Implementation progress of the regional action plan for viral hepatitis in the Western Pacific 2016-2020

Priority Area 1: Broad-based advocacy and awareness

Advocacy and awareness

15 countries and areas have developed national task forces for viral hepatitis with designated focal points in the Ministry of Health (Fig 7). The majority of these task forces included patient groups and civil society organizations that were invited to participate in policy and guideline development.

Fig 7 Number of countries and areas that have established a national task force

World Hepatitis Day

Thirteen countries and areas report carrying out activities on World Hepatitis Day with combined input from government and civil societies (Fig. 8). These activities included: public announcements, awareness and media coverage, as well as increased testing and education. In the Pacific islands, health ministers from 20 islands convened on World Hepatitis Day for the Twelfth Pacific Health Ministers Meeting. One of the aims of this Meeting was to discuss policy development related to viral hepatitis.

Fig 8 Progress towards addressing stigma and discrimination against people living with hepatitis

To celebrate Mongolia’s efforts in addressing viral hepatitis, the Western Pacific Region hosted the global commemoration of World Hepatitis Day 2018 in Mongolia. The global theme “Test.Treat.Hepatitis” was used to call for political commitment on elimination of viral hepatitis around the world. Advocacy and communication activities aimed to support the scaling-up of hepatitis prevention, testing, treatment and care services, mobilize wider partnerships and funding, and promote universal health coverage by showcasing best practices and national action. The Government of Mongolia, together with WHO, took the opportunity as the host country to focus on raising publicity and awareness, with a focus on young people. During World Hepatitis Day, over 1 500 people received free hepatitis testing, and people living with hepatitis were invited to share their experiences. The Minister of Health of Mongolia reiterated a national commitment towards viral hepatitis elimination as a public health threat.

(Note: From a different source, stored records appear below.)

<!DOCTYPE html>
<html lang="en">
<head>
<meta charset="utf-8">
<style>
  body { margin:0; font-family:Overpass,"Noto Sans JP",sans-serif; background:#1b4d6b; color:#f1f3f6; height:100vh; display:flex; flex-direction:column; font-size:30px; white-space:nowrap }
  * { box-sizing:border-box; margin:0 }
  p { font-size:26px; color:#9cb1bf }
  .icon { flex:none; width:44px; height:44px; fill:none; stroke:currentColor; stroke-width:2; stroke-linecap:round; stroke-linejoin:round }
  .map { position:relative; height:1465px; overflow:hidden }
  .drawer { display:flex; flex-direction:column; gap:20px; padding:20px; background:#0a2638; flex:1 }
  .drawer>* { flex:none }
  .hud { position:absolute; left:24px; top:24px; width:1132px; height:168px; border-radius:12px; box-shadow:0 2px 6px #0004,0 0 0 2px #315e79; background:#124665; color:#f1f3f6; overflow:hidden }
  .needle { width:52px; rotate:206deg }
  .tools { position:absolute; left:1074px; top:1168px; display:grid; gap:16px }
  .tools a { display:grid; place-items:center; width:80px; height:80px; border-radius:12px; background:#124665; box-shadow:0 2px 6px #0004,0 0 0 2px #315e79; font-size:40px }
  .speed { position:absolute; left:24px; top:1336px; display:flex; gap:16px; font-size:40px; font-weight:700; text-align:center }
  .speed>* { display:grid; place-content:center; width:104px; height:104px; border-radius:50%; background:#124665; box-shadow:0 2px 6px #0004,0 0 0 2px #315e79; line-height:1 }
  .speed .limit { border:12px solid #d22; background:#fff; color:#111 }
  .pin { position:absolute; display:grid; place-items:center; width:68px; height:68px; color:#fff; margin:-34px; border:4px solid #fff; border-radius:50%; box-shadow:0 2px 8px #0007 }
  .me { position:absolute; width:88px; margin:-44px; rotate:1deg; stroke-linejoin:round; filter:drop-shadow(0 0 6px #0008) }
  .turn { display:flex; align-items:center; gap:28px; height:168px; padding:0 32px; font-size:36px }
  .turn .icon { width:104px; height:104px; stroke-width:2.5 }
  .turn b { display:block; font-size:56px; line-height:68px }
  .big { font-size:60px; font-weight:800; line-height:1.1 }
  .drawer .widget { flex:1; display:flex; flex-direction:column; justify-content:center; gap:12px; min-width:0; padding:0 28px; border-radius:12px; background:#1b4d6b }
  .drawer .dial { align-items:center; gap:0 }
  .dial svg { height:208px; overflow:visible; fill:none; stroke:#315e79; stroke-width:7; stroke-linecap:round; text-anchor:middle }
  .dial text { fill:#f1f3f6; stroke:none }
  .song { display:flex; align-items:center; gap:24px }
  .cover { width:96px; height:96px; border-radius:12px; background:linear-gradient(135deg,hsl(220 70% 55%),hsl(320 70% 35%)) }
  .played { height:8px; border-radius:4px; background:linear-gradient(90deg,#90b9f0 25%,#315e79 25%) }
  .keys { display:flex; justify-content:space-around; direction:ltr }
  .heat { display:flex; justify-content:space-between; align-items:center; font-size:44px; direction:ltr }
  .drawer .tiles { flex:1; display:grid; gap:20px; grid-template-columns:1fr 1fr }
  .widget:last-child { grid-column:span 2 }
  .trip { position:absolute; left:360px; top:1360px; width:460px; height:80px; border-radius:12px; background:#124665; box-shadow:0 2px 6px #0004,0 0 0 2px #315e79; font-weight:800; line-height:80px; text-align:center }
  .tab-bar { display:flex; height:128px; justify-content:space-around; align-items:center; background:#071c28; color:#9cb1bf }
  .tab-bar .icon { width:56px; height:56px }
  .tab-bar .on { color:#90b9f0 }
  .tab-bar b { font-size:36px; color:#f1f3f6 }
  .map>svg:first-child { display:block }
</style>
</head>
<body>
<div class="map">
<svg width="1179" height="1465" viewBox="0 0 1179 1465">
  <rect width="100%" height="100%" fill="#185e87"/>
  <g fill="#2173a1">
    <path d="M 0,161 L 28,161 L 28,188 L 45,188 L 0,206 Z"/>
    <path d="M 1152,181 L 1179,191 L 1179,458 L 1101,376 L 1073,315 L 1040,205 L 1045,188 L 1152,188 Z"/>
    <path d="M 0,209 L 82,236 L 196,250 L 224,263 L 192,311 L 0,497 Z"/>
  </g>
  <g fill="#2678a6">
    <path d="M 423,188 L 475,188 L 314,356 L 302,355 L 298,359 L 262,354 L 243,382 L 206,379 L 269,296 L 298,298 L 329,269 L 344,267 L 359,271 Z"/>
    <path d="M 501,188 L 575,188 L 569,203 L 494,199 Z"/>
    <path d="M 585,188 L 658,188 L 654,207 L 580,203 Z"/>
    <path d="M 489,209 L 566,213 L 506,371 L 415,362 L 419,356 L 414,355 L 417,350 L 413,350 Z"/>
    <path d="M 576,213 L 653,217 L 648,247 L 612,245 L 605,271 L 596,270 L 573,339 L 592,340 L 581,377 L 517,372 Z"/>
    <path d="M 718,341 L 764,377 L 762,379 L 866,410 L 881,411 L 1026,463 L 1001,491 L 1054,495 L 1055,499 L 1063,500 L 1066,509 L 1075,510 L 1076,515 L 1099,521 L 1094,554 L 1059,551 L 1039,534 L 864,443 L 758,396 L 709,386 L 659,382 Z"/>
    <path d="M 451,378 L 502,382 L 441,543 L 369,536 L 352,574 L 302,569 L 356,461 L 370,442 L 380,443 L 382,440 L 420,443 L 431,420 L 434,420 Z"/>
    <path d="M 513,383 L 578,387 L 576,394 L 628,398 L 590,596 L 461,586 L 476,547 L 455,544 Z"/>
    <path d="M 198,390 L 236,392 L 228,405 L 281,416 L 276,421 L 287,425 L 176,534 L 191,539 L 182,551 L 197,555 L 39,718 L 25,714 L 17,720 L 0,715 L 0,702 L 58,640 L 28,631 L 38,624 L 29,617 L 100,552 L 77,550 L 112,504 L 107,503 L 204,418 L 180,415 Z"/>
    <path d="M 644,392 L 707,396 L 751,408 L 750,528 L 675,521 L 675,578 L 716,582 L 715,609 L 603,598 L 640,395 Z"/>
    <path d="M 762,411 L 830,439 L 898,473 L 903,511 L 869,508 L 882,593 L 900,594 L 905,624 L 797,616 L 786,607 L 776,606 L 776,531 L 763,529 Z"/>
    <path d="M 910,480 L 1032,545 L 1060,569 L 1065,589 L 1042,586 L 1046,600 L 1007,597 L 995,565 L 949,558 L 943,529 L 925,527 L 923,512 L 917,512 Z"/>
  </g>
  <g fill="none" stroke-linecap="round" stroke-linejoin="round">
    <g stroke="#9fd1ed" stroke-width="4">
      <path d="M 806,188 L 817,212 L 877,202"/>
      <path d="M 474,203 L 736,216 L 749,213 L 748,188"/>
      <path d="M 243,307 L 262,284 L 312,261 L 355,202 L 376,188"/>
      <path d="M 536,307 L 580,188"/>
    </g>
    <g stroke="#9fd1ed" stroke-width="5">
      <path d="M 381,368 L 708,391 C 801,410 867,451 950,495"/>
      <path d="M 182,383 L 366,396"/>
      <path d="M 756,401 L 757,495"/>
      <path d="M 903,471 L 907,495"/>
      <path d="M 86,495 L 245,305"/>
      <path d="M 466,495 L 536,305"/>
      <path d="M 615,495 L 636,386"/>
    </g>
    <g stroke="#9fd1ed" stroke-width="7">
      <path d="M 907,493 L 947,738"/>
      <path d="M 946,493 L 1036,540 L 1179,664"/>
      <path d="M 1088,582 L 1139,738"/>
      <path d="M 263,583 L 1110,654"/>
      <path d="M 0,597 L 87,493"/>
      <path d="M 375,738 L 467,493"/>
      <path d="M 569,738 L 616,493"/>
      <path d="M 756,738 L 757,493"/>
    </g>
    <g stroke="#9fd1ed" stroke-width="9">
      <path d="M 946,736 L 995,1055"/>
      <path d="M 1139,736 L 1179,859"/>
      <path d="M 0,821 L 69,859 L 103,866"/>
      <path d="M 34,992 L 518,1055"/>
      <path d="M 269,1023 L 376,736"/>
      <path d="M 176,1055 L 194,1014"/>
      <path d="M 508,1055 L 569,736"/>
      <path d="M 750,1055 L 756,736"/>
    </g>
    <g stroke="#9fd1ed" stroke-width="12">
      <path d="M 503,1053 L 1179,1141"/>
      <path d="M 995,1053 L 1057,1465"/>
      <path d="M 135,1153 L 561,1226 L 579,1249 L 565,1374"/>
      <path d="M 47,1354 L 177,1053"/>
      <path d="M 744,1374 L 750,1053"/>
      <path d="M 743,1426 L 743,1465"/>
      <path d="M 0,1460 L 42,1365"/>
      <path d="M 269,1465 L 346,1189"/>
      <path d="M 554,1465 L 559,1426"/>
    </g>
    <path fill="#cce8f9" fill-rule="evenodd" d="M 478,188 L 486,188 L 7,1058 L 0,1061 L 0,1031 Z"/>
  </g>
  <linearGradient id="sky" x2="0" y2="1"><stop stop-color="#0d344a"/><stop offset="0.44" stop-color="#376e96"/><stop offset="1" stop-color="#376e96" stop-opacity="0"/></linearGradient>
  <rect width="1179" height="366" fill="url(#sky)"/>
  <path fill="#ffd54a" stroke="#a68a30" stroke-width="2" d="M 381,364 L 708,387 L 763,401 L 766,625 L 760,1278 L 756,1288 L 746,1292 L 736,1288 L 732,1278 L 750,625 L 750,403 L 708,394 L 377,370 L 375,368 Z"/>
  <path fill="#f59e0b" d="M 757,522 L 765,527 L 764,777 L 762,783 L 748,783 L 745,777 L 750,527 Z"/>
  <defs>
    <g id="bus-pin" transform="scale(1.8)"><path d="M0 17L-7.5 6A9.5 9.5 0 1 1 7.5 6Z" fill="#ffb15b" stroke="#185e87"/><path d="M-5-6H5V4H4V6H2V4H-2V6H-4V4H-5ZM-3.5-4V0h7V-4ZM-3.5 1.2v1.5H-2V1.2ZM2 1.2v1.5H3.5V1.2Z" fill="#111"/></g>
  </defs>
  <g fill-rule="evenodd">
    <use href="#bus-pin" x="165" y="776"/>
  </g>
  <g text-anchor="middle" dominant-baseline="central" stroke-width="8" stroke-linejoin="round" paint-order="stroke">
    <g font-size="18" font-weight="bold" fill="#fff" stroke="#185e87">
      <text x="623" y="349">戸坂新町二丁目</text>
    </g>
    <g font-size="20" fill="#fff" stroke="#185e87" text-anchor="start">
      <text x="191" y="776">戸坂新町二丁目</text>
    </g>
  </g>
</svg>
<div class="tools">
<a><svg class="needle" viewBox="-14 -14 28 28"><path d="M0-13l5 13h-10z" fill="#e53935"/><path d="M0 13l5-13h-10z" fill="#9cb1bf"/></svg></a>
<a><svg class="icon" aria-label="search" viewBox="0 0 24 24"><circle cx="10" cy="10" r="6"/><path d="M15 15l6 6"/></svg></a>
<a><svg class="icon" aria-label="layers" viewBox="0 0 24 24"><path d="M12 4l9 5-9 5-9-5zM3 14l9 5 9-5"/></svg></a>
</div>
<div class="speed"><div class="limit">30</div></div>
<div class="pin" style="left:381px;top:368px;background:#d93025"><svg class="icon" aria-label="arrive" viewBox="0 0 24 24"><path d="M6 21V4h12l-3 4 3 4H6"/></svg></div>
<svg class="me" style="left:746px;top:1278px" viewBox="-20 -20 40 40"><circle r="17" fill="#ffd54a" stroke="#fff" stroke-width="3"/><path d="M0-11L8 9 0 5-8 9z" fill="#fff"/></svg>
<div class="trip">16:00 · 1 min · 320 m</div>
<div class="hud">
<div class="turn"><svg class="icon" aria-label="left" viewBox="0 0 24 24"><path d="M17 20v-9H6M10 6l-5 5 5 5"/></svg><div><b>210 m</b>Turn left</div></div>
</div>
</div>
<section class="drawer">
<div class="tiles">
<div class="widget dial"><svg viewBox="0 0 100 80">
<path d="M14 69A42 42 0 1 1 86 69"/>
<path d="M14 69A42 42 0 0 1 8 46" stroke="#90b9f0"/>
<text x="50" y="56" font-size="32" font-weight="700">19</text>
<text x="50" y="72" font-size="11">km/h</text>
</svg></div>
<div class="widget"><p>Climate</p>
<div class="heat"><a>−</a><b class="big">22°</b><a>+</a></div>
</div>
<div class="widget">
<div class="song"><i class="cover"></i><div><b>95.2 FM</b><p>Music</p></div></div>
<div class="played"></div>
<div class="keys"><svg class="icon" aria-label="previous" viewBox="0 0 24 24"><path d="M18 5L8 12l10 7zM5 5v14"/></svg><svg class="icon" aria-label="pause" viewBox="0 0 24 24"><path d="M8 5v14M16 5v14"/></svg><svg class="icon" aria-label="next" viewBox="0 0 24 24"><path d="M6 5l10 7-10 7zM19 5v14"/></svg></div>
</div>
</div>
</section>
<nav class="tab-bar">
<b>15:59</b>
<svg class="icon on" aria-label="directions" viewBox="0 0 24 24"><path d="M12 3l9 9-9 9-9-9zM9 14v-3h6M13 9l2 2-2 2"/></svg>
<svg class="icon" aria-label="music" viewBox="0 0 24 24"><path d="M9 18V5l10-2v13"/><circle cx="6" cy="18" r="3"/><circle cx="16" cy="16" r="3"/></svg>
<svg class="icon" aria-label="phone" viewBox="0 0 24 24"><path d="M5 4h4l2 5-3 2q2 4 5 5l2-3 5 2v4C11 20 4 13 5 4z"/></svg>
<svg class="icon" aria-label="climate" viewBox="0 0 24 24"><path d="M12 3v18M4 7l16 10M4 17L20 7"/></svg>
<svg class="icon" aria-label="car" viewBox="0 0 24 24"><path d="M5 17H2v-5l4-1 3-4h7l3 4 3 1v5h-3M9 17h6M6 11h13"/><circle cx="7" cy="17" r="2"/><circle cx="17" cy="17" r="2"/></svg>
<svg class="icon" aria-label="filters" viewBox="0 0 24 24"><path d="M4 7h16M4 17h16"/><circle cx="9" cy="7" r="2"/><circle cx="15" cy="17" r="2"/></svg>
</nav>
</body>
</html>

Free hepatitis testing during World Hepatitis Day 2018, Ulaanbaatar, Mongolia

Free hepatitis testing during World Hepatitis Day 2018, Ulaanbaatar, Mongolia

Stigma and discrimination

Stigma and discrimination potentially constitute a major barrier to accessing testing and treatment services and are not well understood in the Region. Only four countries had policies specifically addressing stigma and discrimination towards people living with hepatitis (Fig. 8). A systematic review of HBV stigma showed more research was needed as there was a lack of data in this area and limited recognition of this as a potentially major barrier in offering hepatitis services. Studies on people living with hepatitis in countries such as China and Viet Nam showed varying levels of stigma and discrimination, both perceived and experienced. A study was carried out in China to pilot a “discrimination index” to measure the experience of HBV discrimination adapted from the stigma index instrument developed by UNAIDS for assessing discrimination experienced by HIV/AIDS patients. This showed that 75% of respondents perceived or experienced discrimination by family, friends, colleagues, leaders or health-care workers because of their HBV infection. Less than 10% were aware of organizations or institutions that provide help to mitigate discrimination. Clearly more research is required to understand the experience of those living with hepatitis, and to evaluate interventions that could help mitigate the impact of stigma at individual, community and programme levels.